* What to produce
Search the data for the string "serif" and extract every line where it appears.

----- Data for analysis -----

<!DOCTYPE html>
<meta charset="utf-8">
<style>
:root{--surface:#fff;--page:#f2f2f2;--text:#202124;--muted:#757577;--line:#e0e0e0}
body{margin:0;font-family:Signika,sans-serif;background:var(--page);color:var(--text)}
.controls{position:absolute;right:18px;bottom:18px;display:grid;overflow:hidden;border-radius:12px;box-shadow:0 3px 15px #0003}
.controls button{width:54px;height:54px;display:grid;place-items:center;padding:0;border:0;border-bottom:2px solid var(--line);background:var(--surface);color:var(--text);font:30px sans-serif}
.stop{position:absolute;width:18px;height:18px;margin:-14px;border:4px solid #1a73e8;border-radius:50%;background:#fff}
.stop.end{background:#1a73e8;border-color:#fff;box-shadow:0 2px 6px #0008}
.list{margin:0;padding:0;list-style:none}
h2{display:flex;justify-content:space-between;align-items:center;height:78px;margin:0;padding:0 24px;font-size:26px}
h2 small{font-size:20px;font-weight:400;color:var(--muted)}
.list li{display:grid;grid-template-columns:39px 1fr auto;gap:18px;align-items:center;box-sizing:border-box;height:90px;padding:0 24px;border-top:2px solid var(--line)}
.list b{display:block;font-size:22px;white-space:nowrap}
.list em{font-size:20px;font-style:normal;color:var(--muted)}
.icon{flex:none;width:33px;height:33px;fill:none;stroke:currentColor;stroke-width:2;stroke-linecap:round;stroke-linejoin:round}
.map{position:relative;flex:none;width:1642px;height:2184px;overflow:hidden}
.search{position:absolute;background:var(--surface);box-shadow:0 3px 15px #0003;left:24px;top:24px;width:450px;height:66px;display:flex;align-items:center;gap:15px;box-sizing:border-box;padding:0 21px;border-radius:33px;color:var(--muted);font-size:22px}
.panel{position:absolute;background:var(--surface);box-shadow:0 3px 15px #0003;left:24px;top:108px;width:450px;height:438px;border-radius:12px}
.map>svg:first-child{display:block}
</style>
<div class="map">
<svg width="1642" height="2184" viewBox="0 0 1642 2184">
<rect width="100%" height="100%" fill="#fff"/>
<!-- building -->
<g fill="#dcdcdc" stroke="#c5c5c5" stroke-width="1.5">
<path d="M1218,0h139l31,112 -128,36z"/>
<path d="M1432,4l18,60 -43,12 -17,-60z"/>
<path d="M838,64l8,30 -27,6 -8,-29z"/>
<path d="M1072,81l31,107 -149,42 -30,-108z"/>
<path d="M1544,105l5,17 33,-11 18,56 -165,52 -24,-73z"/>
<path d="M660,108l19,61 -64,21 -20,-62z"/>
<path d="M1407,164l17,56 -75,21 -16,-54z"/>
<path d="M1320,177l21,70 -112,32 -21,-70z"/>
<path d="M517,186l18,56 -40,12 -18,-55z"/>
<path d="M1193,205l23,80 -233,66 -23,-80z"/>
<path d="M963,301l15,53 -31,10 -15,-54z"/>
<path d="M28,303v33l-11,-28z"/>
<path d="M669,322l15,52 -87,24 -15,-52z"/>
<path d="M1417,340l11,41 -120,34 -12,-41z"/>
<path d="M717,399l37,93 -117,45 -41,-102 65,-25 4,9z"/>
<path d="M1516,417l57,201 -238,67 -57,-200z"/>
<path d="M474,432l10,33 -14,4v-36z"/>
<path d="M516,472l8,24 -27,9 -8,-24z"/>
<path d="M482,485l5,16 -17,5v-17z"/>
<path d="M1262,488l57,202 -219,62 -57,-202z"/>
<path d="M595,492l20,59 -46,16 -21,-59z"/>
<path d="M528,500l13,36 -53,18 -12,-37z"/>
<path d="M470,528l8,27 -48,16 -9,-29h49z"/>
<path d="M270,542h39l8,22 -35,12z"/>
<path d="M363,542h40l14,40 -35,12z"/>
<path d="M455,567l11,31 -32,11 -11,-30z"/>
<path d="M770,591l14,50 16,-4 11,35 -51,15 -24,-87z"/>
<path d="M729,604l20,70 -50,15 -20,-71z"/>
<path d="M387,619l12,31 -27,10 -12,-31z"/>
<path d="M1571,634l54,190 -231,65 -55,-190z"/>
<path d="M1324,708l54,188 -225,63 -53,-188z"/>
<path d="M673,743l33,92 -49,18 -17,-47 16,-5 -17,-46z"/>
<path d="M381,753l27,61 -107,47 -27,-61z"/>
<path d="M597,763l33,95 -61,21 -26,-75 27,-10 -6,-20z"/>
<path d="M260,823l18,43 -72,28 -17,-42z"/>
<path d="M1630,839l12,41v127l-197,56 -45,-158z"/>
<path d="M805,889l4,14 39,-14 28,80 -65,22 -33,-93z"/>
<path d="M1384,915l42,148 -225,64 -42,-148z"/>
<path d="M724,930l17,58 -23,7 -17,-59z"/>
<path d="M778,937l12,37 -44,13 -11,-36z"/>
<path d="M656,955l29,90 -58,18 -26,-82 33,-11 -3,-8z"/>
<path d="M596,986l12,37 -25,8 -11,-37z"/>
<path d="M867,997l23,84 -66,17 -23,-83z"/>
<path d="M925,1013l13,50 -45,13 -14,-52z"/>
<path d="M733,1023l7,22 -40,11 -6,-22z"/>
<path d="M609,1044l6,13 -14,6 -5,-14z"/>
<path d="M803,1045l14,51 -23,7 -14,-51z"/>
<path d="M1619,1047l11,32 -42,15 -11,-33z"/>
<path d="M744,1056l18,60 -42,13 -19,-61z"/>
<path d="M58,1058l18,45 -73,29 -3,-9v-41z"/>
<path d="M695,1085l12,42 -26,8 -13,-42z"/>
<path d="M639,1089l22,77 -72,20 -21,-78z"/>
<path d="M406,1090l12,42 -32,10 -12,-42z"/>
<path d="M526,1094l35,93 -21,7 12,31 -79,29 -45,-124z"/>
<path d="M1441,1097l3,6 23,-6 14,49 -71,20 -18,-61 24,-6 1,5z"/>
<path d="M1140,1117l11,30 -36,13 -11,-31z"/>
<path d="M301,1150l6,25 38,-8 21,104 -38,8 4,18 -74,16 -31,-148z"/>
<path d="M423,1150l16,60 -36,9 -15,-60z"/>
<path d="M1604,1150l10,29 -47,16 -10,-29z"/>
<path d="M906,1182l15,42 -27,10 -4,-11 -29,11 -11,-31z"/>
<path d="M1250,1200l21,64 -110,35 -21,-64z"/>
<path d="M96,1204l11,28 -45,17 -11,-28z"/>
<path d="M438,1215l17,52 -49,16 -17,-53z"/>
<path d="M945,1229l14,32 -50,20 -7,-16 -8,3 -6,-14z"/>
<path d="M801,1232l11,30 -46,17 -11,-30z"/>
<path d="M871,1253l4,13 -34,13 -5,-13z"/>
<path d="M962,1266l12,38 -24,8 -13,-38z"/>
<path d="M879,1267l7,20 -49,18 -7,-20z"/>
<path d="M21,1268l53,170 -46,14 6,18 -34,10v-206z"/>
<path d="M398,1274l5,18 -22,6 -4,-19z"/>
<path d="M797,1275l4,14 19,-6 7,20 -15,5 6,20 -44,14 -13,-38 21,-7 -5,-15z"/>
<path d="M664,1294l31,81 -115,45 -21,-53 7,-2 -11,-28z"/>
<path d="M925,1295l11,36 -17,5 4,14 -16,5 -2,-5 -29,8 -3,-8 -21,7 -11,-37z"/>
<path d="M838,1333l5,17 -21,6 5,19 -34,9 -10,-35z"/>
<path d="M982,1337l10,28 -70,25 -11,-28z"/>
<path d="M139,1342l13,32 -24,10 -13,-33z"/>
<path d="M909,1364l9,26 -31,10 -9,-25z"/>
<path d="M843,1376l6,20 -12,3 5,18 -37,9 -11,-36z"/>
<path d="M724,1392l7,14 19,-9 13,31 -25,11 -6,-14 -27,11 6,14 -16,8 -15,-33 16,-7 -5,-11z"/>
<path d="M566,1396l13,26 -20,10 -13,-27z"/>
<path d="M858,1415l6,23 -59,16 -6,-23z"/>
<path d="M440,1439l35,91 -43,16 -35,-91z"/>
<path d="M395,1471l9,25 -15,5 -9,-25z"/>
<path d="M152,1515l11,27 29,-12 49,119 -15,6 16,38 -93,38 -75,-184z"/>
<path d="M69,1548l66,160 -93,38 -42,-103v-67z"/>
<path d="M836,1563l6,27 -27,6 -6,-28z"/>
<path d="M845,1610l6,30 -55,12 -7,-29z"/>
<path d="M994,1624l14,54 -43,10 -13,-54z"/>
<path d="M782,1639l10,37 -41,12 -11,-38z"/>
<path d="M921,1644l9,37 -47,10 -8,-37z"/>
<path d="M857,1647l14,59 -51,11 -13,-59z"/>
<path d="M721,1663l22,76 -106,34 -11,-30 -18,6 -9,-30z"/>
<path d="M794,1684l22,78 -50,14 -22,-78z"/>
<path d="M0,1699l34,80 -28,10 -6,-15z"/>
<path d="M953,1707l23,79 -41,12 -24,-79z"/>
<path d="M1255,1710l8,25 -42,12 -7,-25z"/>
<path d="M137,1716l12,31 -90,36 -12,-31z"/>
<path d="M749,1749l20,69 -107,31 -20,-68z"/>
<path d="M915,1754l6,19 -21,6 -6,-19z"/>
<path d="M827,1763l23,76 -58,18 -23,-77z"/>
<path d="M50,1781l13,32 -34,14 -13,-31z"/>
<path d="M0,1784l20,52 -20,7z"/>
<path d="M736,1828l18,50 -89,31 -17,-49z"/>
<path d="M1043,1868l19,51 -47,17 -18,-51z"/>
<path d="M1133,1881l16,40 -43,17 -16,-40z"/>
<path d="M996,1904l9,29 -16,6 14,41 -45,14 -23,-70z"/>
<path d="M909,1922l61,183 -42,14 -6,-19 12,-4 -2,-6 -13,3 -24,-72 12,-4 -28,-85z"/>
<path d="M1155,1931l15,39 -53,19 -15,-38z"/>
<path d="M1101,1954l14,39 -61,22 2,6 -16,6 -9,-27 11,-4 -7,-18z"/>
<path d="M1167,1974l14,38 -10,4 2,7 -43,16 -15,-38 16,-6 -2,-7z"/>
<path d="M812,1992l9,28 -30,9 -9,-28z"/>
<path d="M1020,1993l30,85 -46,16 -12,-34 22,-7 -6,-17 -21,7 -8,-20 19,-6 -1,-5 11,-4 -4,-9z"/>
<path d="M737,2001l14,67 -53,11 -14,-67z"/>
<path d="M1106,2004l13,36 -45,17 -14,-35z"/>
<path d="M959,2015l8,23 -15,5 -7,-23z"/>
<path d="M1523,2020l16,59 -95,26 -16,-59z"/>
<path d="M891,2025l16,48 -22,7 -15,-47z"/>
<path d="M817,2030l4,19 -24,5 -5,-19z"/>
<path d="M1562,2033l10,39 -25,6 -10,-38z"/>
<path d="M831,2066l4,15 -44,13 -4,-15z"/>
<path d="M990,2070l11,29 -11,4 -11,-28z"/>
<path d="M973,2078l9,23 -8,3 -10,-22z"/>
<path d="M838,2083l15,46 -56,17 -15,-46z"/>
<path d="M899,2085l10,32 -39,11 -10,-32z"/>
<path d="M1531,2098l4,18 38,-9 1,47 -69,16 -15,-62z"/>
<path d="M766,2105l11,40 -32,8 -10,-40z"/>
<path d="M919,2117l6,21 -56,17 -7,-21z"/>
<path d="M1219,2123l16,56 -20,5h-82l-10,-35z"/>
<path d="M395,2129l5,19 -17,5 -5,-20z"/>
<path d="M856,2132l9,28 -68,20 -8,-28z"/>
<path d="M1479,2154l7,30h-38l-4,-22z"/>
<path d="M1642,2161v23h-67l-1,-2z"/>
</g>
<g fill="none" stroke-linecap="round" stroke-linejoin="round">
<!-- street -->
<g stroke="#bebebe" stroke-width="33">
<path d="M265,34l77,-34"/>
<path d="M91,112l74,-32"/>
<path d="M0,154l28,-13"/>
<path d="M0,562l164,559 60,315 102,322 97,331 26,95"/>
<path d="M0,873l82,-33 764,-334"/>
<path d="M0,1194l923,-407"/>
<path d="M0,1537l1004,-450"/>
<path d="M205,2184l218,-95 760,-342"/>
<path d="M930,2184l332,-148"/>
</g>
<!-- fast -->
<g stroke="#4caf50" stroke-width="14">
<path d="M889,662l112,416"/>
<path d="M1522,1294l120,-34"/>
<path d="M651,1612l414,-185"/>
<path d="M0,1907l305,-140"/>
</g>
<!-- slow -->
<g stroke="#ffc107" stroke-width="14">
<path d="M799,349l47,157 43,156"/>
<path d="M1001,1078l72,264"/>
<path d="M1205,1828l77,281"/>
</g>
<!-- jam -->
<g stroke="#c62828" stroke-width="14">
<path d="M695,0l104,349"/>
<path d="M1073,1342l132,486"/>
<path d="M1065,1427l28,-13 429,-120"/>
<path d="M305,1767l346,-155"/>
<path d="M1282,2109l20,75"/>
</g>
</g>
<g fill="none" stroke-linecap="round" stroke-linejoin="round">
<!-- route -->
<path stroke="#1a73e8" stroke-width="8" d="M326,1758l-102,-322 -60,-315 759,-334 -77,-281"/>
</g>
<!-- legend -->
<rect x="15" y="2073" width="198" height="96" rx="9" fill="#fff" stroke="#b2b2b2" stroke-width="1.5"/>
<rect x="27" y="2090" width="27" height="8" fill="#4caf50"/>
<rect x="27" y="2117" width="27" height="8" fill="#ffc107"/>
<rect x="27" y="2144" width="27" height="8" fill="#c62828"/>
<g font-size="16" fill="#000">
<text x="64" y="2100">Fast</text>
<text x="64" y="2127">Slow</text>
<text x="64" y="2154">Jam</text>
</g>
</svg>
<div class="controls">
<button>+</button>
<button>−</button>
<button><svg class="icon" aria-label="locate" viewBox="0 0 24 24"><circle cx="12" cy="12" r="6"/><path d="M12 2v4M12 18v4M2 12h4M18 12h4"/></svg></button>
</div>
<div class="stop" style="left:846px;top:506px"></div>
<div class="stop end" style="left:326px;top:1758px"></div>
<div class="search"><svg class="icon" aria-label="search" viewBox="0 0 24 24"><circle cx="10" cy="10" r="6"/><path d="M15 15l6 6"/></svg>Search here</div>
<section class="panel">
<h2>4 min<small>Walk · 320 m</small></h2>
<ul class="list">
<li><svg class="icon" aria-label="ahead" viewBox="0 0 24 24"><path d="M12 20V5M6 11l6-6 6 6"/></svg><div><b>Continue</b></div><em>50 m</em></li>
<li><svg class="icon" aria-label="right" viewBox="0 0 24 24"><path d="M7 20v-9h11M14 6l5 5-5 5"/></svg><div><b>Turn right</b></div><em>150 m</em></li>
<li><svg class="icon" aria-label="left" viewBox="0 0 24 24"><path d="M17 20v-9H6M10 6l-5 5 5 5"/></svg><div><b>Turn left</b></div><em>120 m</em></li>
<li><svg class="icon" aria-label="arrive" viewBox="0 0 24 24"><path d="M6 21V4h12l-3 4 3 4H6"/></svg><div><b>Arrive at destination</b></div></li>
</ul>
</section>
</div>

-----

* Output of the task
body{margin:0;font-family:Signika,sans-serif;background:var(--page);color:var(--text)}
.controls button{width:54px;height:54px;display:grid;place-items:center;padding:0;border:0;border-bottom:2px solid var(--line);background:var(--surface);color:var(--text);font:30px sans-serif}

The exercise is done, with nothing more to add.